**Exercise goal**. This exercise calls for the listing to be set down exactly.

**Source data**.
--- START ---
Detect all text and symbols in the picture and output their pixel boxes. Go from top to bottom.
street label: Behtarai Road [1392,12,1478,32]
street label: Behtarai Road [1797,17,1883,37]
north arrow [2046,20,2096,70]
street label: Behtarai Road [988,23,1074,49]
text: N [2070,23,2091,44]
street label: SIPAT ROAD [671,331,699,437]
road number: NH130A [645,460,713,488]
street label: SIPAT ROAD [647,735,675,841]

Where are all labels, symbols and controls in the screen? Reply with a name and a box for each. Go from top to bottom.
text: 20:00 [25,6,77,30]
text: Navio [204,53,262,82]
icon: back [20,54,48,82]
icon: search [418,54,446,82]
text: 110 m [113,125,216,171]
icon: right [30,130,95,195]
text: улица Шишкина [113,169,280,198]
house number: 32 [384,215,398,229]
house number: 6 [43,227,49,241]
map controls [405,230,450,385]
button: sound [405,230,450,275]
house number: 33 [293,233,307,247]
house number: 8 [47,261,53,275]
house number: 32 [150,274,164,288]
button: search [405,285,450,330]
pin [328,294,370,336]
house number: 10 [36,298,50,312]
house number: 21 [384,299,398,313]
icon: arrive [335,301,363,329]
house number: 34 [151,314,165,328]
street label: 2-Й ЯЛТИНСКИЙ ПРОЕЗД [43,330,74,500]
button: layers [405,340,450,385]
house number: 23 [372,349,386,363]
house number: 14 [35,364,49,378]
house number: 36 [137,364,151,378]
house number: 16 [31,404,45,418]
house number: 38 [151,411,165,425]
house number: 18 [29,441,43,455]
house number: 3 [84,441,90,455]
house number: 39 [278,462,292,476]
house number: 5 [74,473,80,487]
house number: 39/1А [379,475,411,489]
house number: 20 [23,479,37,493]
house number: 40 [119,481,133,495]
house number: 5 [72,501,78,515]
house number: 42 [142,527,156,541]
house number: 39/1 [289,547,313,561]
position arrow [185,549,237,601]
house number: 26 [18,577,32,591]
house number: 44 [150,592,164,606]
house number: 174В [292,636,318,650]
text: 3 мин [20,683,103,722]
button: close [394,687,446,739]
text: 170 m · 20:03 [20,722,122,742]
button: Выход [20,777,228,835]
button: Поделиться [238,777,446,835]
--- END ---
**Task result**.
Detect all text and symbols in the picture and output their pixel boxes. Go from top to bottom.
street label: Behtarai Road [1392,12,1478,32]
street label: Behtarai Road [1797,17,1883,37]
north arrow [2046,20,2096,70]
street label: Behtarai Road [988,23,1074,49]
text: N [2070,23,2091,44]
street label: SIPAT ROAD [671,331,699,437]
road number: NH130A [645,460,713,488]
street label: SIPAT ROAD [647,735,675,841]

Where are all labels, symbols and controls in the screen? Reply with a name and a box for each. Go from top to bottom.
text: 20:00 [25,6,77,30]
text: Navio [204,53,262,82]
icon: back [20,54,48,82]
icon: search [418,54,446,82]
text: 110 m [113,125,216,171]
icon: right [30,130,95,195]
text: улица Шишкина [113,169,280,198]
house number: 32 [384,215,398,229]
house number: 6 [43,227,49,241]
map controls [405,230,450,385]
button: sound [405,230,450,275]
house number: 33 [293,233,307,247]
house number: 8 [47,261,53,275]
house number: 32 [150,274,164,288]
button: search [405,285,450,330]
pin [328,294,370,336]
house number: 10 [36,298,50,312]
house number: 21 [384,299,398,313]
icon: arrive [335,301,363,329]
house number: 34 [151,314,165,328]
street label: 2-Й ЯЛТИНСКИЙ ПРОЕЗД [43,330,74,500]
button: layers [405,340,450,385]
house number: 23 [372,349,386,363]
house number: 14 [35,364,49,378]
house number: 36 [137,364,151,378]
house number: 16 [31,404,45,418]
house number: 38 [151,411,165,425]
house number: 18 [29,441,43,455]
house number: 3 [84,441,90,455]
house number: 39 [278,462,292,476]
house number: 5 [74,473,80,487]
house number: 39/1А [379,475,411,489]
house number: 20 [23,479,37,493]
house number: 40 [119,481,133,495]
house number: 5 [72,501,78,515]
house number: 42 [142,527,156,541]
house number: 39/1 [289,547,313,561]
position arrow [185,549,237,601]
house number: 26 [18,577,32,591]
house number: 44 [150,592,164,606]
house number: 174В [292,636,318,650]
text: 3 мин [20,683,103,722]
button: close [394,687,446,739]
text: 170 m · 20:03 [20,722,122,742]
button: Выход [20,777,228,835]
button: Поделиться [238,777,446,835]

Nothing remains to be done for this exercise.